[Problem statement]
For the data that follows, state how many lines hold the string "transform", giving the number by itself.

#### Provided data

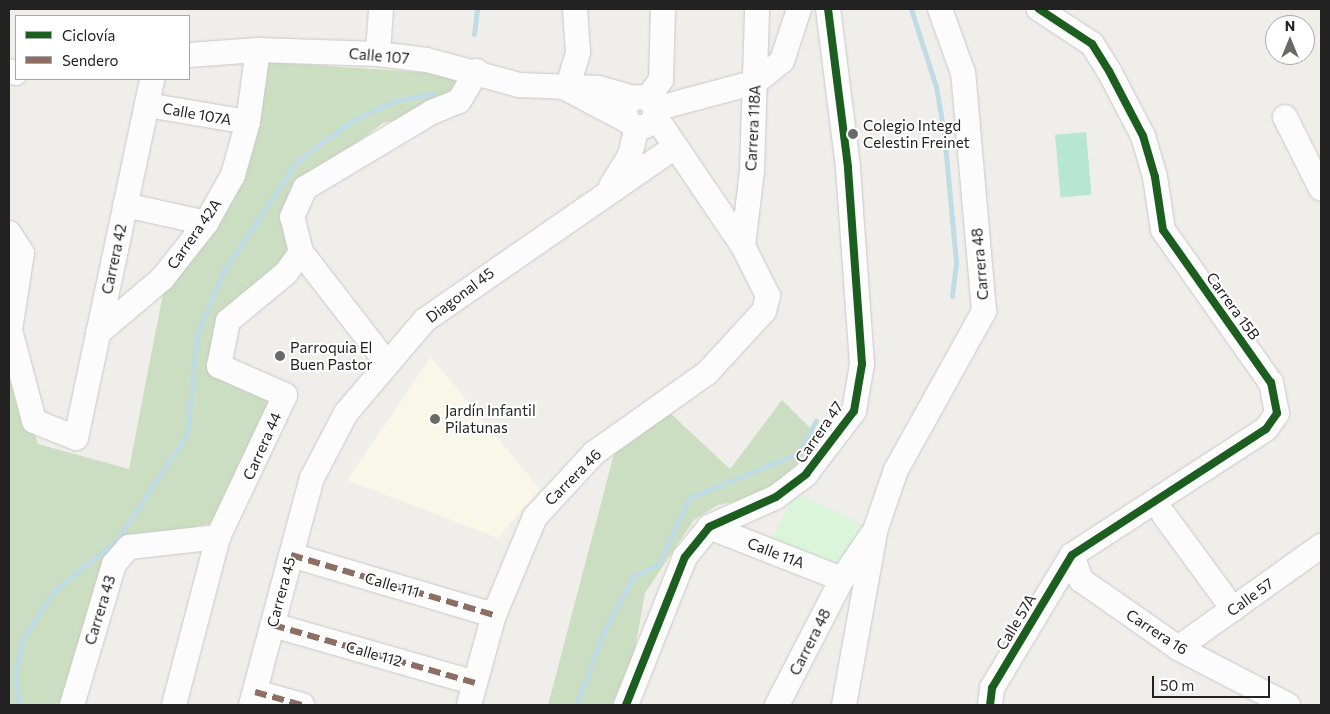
<!DOCTYPE html>
<meta charset="utf-8">
<style>
body{margin:0}
#map{position:relative;width:1330px;height:714px;overflow:hidden;background:#f0eeeb;font-family:Commissioner,sans-serif}
div>[style]{position:absolute}
[style*='--x']{left:calc(var(--x)*1px);top:calc(var(--y)*1px);width:calc(var(--w)*1px);rotate:calc(var(--a)*1deg)}
.education>*{inset:0;background:#f8f7e8}
.forest>*{inset:0;background:#cbdec1}
.park>*{inset:0;background:#daf5da;transform-origin:0 0}
.pitch>*{inset:0;background:#b7e6d2;transform-origin:0 0}
.stream>*{height:5px;margin:-2.5px;padding:0 2.5px;transform-origin:2.5px;border-radius:2.5px;background:#bfdbe3}
.roads{filter:drop-shadow(0 0 1px #c9c8c7) drop-shadow(0 0 1px #c9c8c7)}
.minor>*{height:24px;margin:-12px;padding:0 12px;transform-origin:12px;border-radius:12px;background:#fdfcfc}
.minor>.ring{margin:-12px;padding:0;box-sizing:content-box;background:none;border:24px solid #fdfcfc;border-radius:50%}
.quiet>*{height:6px;margin-top:-3px;transform-origin:0;background:repeating-linear-gradient(90deg,#8d6e63 0 12px,transparent 0 18px)}
.cycleway>*{height:8px;margin:-4px;padding:0 4px;transform-origin:4px;border-radius:4px;background:#1b5e20}
.dots>*{width:14px;height:14px;translate:-50% -50%;box-sizing:border-box;border:2px solid #fff;border-radius:50%}
span{translate:-50% -50%;white-space:nowrap;text-align:center;line-height:1.15;-webkit-text-stroke:4px #fff;paint-order:stroke}
.street-label{font-size:15px;color:#222}
.poi-label{font-size:15px;color:#222}
.left{translate:0 -50%;text-align:left}
.frame{position:absolute;inset:0;border:10px solid #222;pointer-events:none}
.legend{position:absolute;left:15px;top:15px;width:175px;height:65px;box-sizing:border-box;background:#fff;border:1px solid #a7a7a7;margin:0;padding:6px 9px;list-style:none;font-size:15px;color:#222}
.legend li{display:flex;align-items:center;gap:10px;height:25px}
.legend b{width:25px;border:1px solid #a7a7a7}
.north{position:absolute;left:1265px;top:15px;width:50px;height:50px;box-sizing:border-box;background:#fff;border:1px solid #a7a7a7;border-radius:50%;rotate:0deg;font-size:14px;font-weight:700;line-height:20px;text-align:center;color:#222}
.north::after{content:'';display:block;margin:auto;width:18px;height:22px;background:#6a6968;clip-path:polygon(50% 0,100% 100%,50% 72%,0 100%)}
.scale{position:absolute;left:1152px;top:676px;width:118px;height:22px;box-sizing:border-box;border:2px solid #222;border-top:0;padding-left:6px;font-size:15px;line-height:18px;white-space:nowrap;color:#222;-webkit-text-stroke:4px #fff;paint-order:stroke}
</style>
<div id="map">
<div class="education">
<i style="clip-path:polygon(431px 357px,540px 489px,498px 538px,347px 480px)"></i>
</div>
<div class="forest">
<i style="clip-path:polygon(267px 62px,462px 75px,450px 101px,417px 116px,383px 123px,324px 167px,289px 251px,213px 362px,277px 399px,217px 522px,127px 542px,61px 705px,9px 705px,9px 357px,38px 444px,129px 469px,165px 283px,190px 249px)"></i>
<i style="clip-path:polygon(782px 400px,816px 434px,798px 463px,771px 488px,744px 500px,718px 505px,694px 520px,645px 593px,633px 660px,615px 705px,548px 705px,615px 450px,670px 413px,730px 469px)"></i>
</div>
<div class="park">
<i style="left:795px;top:492px;width:74px;height:52px;rotate:26deg"></i>
</div>
<div class="pitch">
<i style="left:1086px;top:132px;width:63px;height:31px;rotate:85deg"></i>
</div>
<div class="stream">
<i style="--x:911;--y:9;--w:82;--a:72.2"></i>
<i style="--x:936;--y:87;--w:47;--a:80.1"></i>
<i style="--x:944;--y:133;--w:131;--a:84.7"></i>
<i style="--x:956;--y:263;--w:33;--a:97"></i>
<i style="--x:474;--y:34;--w:25;--a:-83"></i>
<i style="--x:19;--y:705;--w:29;--a:-98"></i>
<i style="--x:15;--y:676;--w:38;--a:-79"></i>
<i style="--x:22;--y:639;--w:56;--a:-56.6"></i>
<i style="--x:53;--y:592;--w:82;--a:-39.1"></i>
<i style="--x:117;--y:540;--w:127;--a:-56.6"></i>
<i style="--x:187;--y:434;--w:100;--a:-84.3"></i>
<i style="--x:197;--y:334;--w:69;--a:-67.1"></i>
<i style="--x:224;--y:270;--w:131;--a:-56.2"></i>
<i style="--x:297;--y:161;--w:69;--a:-36.2"></i>
<i style="--x:353;--y:120;--w:48;--a:-24.4"></i>
<i style="--x:397;--y:100;--w:36;--a:-10"></i>
<i style="--x:576;--y:705;--w:79;--a:-69.3"></i>
<i style="--x:604;--y:631;--w:61;--a:-61.8"></i>
<i style="--x:633;--y:577;--w:30;--a:-28"></i>
<i style="--x:659;--y:563;--w:72;--a:-65.2"></i>
<i style="--x:689;--y:498;--w:118;--a:-22.4"></i>
<i style="--x:798;--y:453;--w:37;--a:-61"></i>
</div>
<div class="roads">
<div class="minor">
<i style="--x:378;--y:54;--w:45;--a:-86.2"></i>
<i style="--x:189;--y:55;--w:69;--a:-4.1"></i>
<i style="--x:258;--y:50;--w:120;--a:1.9"></i>
<i style="--x:378;--y:54;--w:49;--a:7"></i>
<i style="--x:427;--y:60;--w:95;--a:15.2"></i>
<i style="--x:519;--y:85;--w:80;--a:2.1"></i>
<i style="--x:599;--y:88;--w:37;--a:16"></i>
<i style="--x:9;--y:71;--w:7;--a:16"></i>
<i style="--x:567;--y:89;--w:39;--a:-73"></i>
<i style="--x:578;--y:52;--w:43;--a:-94"></i>
<i style="--x:567;--y:89;--w:69;--a:27.7"></i>
<i class="ring" style="left:625px;top:97px;width:6px;height:6px"></i>
<i style="--x:647;--y:99;--w:24;--a:-54"></i>
<i style="--x:661;--y:80;--w:71;--a:-88.4"></i>
<i style="--x:147;--y:105;--w:102;--a:9.6"></i>
<i style="--x:655;--y:109;--w:105;--a:-15"></i>
<i style="--x:756;--y:82;--w:33;--a:-39"></i>
<i style="--x:782;--y:61;--w:55;--a:-71.9"></i>
<i style="--x:1285;--y:117;--w:80;--a:63.4"></i>
<i style="--x:611;--y:186;--w:36;--a:-58"></i>
<i style="--x:630;--y:155;--w:29;--a:-76"></i>
<i style="--x:125;--y:205;--w:83;--a:12.5"></i>
<i style="--x:9;--y:233;--w:24;--a:57"></i>
<i style="--x:22;--y:253;--w:78;--a:98.9"></i>
<i style="--x:10;--y:330;--w:94;--a:75.2"></i>
<i style="--x:34;--y:421;--w:45;--a:22"></i>
<i style="--x:76;--y:438;--w:367;--a:-78"></i>
<i style="--x:743;--y:246;--w:76;--a:-83.2"></i>
<i style="--x:752;--y:171;--w:162;--a:-88.2"></i>
<i style="--x:98;--y:333;--w:84;--a:-40.2"></i>
<i style="--x:162;--y:279;--w:71;--a:-51.8"></i>
<i style="--x:206;--y:223;--w:55;--a:-60.6"></i>
<i style="--x:233;--y:175;--w:55;--a:-74.2"></i>
<i style="--x:248;--y:122;--w:73;--a:-82.1"></i>
<i style="--x:386;--y:362;--w:139;--a:-127.7"></i>
<i style="--x:301;--y:252;--w:36;--a:-104"></i>
<i style="--x:292;--y:217;--w:32;--a:-66"></i>
<i style="--x:305;--y:188;--w:148;--a:-30.9"></i>
<i style="--x:432;--y:112;--w:29;--a:-22"></i>
<i style="--x:459;--y:101;--w:35;--a:-59"></i>
<i style="--x:1164;--y:515;--w:117;--a:53.7"></i>
<i style="--x:709;--y:527;--w:143;--a:21.4"></i>
<i style="--x:291;--y:555;--w:212;--a:16.5"></i>
<i style="--x:1072;--y:555;--w:27;--a:70"></i>
<i style="--x:1081;--y:580;--w:118;--a:35"></i>
<i style="--x:1178;--y:648;--w:124;--a:27.4"></i>
<i style="--x:273;--y:625;--w:210;--a:16"></i>
<i style="--x:1178;--y:648;--w:176;--a:-35.5"></i>
<i style="--x:255;--y:692;--w:49;--a:15.5"></i>
<i style="--x:72;--y:705;--w:147;--a:-73.4"></i>
<i style="--x:114;--y:564;--w:23;--a:-49"></i>
<i style="--x:129;--y:547;--w:90;--a:-6.4"></i>
<i style="--x:174;--y:705;--w:174;--a:-75.3"></i>
<i style="--x:218;--y:537;--w:157;--a:-64.7"></i>
<i style="--x:285;--y:395;--w:72;--a:-156.3"></i>
<i style="--x:219;--y:366;--w:46;--a:-78.7"></i>
<i style="--x:228;--y:321;--w:75;--a:-39.6"></i>
<i style="--x:286;--y:273;--w:26;--a:-54"></i>
<i style="--x:251;--y:705;--w:235;--a:-75"></i>
<i style="--x:312;--y:478;--w:73;--a:-62.4"></i>
<i style="--x:346;--y:413;--w:122;--a:-49.7"></i>
<i style="--x:425;--y:320;--w:304;--a:-34.7"></i>
<i style="--x:469;--y:705;--w:93;--a:-74.5"></i>
<i style="--x:494;--y:615;--w:106;--a:-67.3"></i>
<i style="--x:535;--y:517;--w:87;--a:-47.3"></i>
<i style="--x:594;--y:453;--w:138;--a:-35.3"></i>
<i style="--x:707;--y:373;--w:84;--a:-47.4"></i>
<i style="--x:764;--y:311;--w:16;--a:-75"></i>
<i style="--x:768;--y:296;--w:56;--a:-116.6"></i>
<i style="--x:743;--y:246;--w:157;--a:-124.1"></i>
<i style="--x:626;--y:705;--w:159;--a:-68.3"></i>
<i style="--x:685;--y:557;--w:38;--a:-51"></i>
<i style="--x:709;--y:527;--w:73;--a:-24.1"></i>
<i style="--x:776;--y:497;--w:38;--a:-37"></i>
<i style="--x:806;--y:474;--w:79;--a:-52.7"></i>
<i style="--x:854;--y:411;--w:48;--a:-80.3"></i>
<i style="--x:862;--y:364;--w:197;--a:-94.1"></i>
<i style="--x:848;--y:167;--w:159;--a:-97.2"></i>
<i style="--x:777;--y:705;--w:142;--a:-62.7"></i>
<i style="--x:842;--y:579;--w:52;--a:-56"></i>
<i style="--x:844;--y:705;--w:180;--a:-79.8"></i>
<i style="--x:876;--y:528;--w:61;--a:-71"></i>
<i style="--x:896;--y:470;--w:182;--a:-61"></i>
<i style="--x:984;--y:311;--w:239;--a:-95"></i>
<i style="--x:963;--y:73;--w:68;--a:-109.8"></i>
<i style="--x:990;--y:705;--w:17;--a:-83"></i>
<i style="--x:992;--y:688;--w:155;--a:-59"></i>
<i style="--x:1072;--y:555;--w:231;--a:-33"></i>
<i style="--x:1266;--y:429;--w:19;--a:-55"></i>
<i style="--x:1277;--y:413;--w:31;--a:-101"></i>
<i style="--x:1271;--y:383;--w:187;--a:-125.2"></i>
<i style="--x:1163;--y:230;--w:54;--a:-98.6"></i>
<i style="--x:1155;--y:177;--w:43;--a:-106.3"></i>
<i style="--x:1143;--y:136;--w:73;--a:-117.6"></i>
<i style="--x:1109;--y:71;--w:32;--a:-122"></i>
<i style="--x:1092;--y:44;--w:64;--a:-146.6"></i>
</div>
</div>
<div class="quiet">
<i style="--x:291;--y:555;--w:212;--a:16.5"></i>
<i style="--x:273;--y:625;--w:210;--a:16"></i>
<i style="--x:255;--y:692;--w:49;--a:15.5"></i>
</div>
<div class="cycleway">
<i style="--x:626;--y:705;--w:159;--a:-68.3"></i>
<i style="--x:685;--y:557;--w:38;--a:-51"></i>
<i style="--x:709;--y:527;--w:73;--a:-24.1"></i>
<i style="--x:776;--y:497;--w:38;--a:-37"></i>
<i style="--x:806;--y:474;--w:79;--a:-52.7"></i>
<i style="--x:854;--y:411;--w:48;--a:-80.3"></i>
<i style="--x:862;--y:364;--w:197;--a:-94.1"></i>
<i style="--x:848;--y:167;--w:159;--a:-97.2"></i>
<i style="--x:990;--y:705;--w:17;--a:-83"></i>
<i style="--x:992;--y:688;--w:155;--a:-59"></i>
<i style="--x:1072;--y:555;--w:231;--a:-33"></i>
<i style="--x:1266;--y:429;--w:19;--a:-55"></i>
<i style="--x:1277;--y:413;--w:31;--a:-101"></i>
<i style="--x:1271;--y:383;--w:187;--a:-125.2"></i>
<i style="--x:1163;--y:230;--w:54;--a:-98.6"></i>
<i style="--x:1155;--y:177;--w:43;--a:-106.3"></i>
<i style="--x:1143;--y:136;--w:73;--a:-117.6"></i>
<i style="--x:1109;--y:71;--w:32;--a:-122"></i>
<i style="--x:1092;--y:44;--w:64;--a:-146.6"></i>
</div>
<div class="dots">
<i style="left:853px;top:134px;background:#6a6968"></i>
<i style="left:280px;top:356px;background:#6a6968"></i>
<i style="left:435px;top:419px;background:#6a6968"></i>
</div>
<div class="street-label">
<span style="left:379px;top:56px;rotate:5deg">Calle 107</span>
<span style="left:197px;top:114px;rotate:10deg">Calle 107A</span>
<span style="left:753px;top:128px;rotate:-87deg">Carrera 118A</span>
<span style="left:194px;top:234px;rotate:-55deg">Carrera 42A</span>
<span style="left:114px;top:259px;rotate:-78deg">Carrera 42</span>
<span style="left:980px;top:264px;rotate:-95deg">Carrera 48</span>
<span style="left:460px;top:295px;rotate:-37deg">Diagonal 45</span>
<span style="left:1233px;top:306px;rotate:54deg">Carrera 15B</span>
<span style="left:819px;top:432px;rotate:-55deg">Carrera 47</span>
<span style="left:262px;top:446px;rotate:-66deg">Carrera 44</span>
<span style="left:573px;top:477px;rotate:-45deg">Carrera 46</span>
<span style="left:776px;top:553px;rotate:21deg">Calle 11A</span>
<span style="left:392px;top:585px;rotate:16deg">Calle 111</span>
<span style="left:281px;top:592px;rotate:-75deg">Carrera 45</span>
<span style="left:1250px;top:597px;rotate:-36deg">Calle 57</span>
<span style="left:100px;top:610px;rotate:-73deg">Carrera 43</span>
<span style="left:1016px;top:622px;rotate:-59deg">Calle 57A</span>
<span style="left:1157px;top:632px;rotate:33deg">Carrera 16</span>
<span style="left:810px;top:642px;rotate:-63deg">Carrera 48</span>
<span style="left:374px;top:654px;rotate:16deg">Calle 112</span>
</div>
<div class="poi-label">
<span class="left" style="left:863px;top:134px">Colegio Integd<br>Celestin Freinet</span>
<span class="left" style="left:290px;top:356px">Parroquia El<br>Buen Pastor</span>
<span class="left" style="left:445px;top:419px">Jardín Infantil<br>Pilatunas</span>
</div>
<div class="frame"></div>
<ul class="legend">
<li><b style="height:6px;background:#1b5e20"></b>Ciclovía</li>
<li><b style="height:6px;background:#8d6e63"></b>Sendero</li>
</ul>
<div class="north">N</div>
<div class="scale">50 m</div>
</div>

########

[Result of the task]
6